Sometimes, a grabbed spare day in the hills turns into something really special. I'd headed up to the Highlands to meet a group for a week's walking holiday that I was working on as a guide in the Cairngorms, and as the weather forecast was for wall to wall sunshine with just enough of a breeze to keep the midgies away, I had decided to go up a day early and have a solo walk, just for me.
The walk into Coire Ardair has to be one of the most magnificent in Scotland. You enter the corrie via lovely old woods of pine, alder and birch, the whole valley being ringed by high and rocky mountain ridges - Creag Meagaidh itself to your left, and the starkly contrasting roll of Munros that terminate at Cairn Liath on A'Bhuidheanach to your right.
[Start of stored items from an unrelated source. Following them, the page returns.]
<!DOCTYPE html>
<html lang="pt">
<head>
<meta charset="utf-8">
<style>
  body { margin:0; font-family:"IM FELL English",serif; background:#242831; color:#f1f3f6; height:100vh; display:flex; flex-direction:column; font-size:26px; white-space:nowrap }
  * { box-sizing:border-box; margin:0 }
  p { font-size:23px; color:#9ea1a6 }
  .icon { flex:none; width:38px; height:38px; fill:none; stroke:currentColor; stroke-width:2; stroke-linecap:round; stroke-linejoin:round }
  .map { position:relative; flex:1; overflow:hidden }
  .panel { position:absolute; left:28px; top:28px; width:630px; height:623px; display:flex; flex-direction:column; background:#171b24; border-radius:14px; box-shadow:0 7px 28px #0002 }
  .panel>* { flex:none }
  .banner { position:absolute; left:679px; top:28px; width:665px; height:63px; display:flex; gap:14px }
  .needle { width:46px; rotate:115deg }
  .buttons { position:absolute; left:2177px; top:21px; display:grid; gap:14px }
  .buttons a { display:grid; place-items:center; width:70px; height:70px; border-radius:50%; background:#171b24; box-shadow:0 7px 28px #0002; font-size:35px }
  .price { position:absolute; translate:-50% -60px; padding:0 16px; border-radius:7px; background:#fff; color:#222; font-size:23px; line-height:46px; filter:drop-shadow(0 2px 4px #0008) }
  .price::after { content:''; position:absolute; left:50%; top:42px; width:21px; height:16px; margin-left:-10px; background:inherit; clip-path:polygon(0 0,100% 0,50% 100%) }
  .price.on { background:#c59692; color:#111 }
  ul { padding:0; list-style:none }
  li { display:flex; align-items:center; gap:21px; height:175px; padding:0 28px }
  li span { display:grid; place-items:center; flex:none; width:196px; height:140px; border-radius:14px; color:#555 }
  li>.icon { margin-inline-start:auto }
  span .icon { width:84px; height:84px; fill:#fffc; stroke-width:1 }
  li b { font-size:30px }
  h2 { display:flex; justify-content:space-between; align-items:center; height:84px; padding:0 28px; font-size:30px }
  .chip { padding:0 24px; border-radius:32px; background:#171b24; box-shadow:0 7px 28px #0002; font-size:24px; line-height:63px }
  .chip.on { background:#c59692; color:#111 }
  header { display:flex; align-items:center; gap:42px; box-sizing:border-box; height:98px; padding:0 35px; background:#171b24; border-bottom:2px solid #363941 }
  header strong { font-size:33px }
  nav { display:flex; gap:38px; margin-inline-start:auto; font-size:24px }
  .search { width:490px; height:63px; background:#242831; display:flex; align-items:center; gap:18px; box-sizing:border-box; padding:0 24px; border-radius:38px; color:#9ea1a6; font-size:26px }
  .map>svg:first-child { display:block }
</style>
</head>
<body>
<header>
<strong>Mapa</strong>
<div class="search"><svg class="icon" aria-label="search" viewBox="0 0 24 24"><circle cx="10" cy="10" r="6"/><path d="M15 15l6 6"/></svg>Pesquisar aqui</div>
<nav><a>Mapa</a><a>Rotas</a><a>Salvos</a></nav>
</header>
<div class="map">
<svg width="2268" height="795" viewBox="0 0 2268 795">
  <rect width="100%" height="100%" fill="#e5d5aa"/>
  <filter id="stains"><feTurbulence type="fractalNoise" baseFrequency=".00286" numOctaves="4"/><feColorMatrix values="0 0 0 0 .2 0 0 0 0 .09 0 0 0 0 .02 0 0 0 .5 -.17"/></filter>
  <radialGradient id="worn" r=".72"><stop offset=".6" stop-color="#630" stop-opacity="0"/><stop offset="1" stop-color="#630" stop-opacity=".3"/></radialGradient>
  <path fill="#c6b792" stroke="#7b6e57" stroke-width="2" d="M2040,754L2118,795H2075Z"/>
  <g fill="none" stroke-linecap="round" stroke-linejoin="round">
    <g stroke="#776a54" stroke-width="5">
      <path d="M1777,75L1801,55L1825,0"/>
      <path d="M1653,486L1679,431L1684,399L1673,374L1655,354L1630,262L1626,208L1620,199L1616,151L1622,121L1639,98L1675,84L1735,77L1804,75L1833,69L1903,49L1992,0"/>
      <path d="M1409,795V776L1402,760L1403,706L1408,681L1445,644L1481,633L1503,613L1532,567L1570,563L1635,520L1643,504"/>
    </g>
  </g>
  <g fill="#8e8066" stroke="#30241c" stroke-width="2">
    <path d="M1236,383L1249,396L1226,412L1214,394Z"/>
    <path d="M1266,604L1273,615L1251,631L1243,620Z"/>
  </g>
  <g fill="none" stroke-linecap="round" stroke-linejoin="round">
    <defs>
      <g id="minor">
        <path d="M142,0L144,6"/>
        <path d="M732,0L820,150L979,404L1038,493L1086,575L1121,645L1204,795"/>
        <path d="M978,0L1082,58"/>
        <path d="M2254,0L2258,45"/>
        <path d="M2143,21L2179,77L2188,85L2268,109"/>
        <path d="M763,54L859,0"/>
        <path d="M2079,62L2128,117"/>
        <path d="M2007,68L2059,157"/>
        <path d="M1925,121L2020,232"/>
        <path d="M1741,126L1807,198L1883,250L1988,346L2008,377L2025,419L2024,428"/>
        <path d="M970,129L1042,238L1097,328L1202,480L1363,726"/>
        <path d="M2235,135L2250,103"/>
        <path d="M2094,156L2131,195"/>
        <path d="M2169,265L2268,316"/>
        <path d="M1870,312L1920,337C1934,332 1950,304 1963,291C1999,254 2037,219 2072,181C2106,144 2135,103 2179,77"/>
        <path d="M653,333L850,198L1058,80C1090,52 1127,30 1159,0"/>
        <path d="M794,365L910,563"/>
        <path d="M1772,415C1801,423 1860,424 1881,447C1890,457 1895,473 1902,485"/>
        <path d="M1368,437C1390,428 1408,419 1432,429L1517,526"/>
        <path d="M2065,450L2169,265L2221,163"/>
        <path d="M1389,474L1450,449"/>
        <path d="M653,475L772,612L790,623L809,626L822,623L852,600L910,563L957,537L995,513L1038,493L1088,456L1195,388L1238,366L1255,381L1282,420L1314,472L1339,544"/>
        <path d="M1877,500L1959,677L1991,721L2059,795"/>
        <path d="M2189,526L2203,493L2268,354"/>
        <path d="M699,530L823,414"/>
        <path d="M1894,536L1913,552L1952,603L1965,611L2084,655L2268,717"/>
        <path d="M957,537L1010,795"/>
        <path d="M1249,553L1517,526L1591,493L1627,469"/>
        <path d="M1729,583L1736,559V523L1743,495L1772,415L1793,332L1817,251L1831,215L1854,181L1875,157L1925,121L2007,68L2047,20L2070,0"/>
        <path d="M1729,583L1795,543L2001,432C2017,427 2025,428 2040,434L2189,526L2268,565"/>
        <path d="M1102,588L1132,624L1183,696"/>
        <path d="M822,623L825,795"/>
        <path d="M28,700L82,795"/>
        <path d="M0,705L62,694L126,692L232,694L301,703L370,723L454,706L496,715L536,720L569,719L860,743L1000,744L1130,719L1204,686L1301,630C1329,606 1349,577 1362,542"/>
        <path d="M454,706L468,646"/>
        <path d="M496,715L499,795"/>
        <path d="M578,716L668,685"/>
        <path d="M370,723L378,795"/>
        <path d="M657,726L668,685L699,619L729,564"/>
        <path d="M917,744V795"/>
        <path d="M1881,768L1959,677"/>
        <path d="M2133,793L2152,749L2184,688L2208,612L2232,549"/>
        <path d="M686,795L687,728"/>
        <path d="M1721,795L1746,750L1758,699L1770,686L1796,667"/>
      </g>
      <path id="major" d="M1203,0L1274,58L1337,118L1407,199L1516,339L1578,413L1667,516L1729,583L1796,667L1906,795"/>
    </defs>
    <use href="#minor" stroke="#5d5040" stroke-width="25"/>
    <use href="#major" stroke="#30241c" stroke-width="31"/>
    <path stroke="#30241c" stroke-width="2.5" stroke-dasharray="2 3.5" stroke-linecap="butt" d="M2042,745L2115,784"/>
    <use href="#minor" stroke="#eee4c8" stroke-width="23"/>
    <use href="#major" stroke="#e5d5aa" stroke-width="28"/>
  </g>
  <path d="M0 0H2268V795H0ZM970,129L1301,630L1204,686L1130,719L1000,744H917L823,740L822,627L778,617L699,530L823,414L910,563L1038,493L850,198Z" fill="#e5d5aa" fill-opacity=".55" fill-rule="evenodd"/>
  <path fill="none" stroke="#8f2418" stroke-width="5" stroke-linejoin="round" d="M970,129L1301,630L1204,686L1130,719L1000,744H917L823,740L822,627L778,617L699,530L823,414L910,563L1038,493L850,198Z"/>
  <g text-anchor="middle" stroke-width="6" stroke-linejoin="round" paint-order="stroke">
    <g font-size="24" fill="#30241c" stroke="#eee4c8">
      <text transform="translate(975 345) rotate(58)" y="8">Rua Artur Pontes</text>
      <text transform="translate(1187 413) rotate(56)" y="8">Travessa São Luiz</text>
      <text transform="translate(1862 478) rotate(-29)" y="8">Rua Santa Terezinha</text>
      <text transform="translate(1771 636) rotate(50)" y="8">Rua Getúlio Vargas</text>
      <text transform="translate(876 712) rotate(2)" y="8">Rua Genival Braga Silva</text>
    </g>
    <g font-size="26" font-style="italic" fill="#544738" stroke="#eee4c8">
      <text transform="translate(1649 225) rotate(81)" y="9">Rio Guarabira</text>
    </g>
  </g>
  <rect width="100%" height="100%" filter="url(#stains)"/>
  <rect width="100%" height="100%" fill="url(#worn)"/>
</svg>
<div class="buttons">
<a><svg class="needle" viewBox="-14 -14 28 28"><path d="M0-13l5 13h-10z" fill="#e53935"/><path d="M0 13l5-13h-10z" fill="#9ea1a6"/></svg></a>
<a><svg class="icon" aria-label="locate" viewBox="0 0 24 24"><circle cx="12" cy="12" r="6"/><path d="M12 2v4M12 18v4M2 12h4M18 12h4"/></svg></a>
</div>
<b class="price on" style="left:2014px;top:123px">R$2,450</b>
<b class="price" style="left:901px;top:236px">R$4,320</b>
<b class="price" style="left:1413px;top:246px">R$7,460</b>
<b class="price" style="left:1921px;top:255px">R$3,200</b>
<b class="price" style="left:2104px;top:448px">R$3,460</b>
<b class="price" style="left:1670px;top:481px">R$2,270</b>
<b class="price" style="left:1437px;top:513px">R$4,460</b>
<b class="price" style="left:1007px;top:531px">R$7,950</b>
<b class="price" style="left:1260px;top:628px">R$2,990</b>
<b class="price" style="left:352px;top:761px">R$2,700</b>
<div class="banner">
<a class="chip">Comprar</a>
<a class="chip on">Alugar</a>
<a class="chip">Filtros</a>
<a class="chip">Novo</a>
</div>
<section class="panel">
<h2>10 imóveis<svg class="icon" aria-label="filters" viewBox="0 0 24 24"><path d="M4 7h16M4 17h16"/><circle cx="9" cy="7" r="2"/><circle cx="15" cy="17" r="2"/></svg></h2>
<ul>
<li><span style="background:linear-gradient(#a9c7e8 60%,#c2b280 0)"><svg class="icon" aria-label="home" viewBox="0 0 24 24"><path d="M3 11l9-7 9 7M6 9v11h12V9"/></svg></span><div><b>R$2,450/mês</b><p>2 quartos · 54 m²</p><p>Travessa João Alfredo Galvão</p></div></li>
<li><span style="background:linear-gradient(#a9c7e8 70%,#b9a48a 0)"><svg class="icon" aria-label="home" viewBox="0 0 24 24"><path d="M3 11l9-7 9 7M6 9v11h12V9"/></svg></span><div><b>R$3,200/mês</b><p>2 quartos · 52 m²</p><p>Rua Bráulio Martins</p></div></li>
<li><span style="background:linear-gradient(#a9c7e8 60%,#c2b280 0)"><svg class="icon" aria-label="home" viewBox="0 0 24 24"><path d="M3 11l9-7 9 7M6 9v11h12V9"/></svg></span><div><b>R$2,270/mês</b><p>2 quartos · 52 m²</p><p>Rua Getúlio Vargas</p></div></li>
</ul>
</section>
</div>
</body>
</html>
A herd of red deer looked down at me from Coire a' Chriochairein, and I had a brief glimpse of a female golden eagle as she hunted on the thermals of this spring day.
Snow still hung in the higher corries and gullies still glistened with old neve. The air was still and crisp, and the walking underfoot along the path was easy. At Lochan a' Choire I stopped for a bite to eat, and to marvel at the massive buttresses that form the backdrop to the water. Here lie some of Scotland's hidden gems in terms of winter mountaineering and climbing, including the superb Smith's Gully on Pinnacle Buttress, the classic ice routes on the Post Face, the sublime Staghorn Gully just to the right, and the Pumpkin and the Wand up in the Inner Corrie.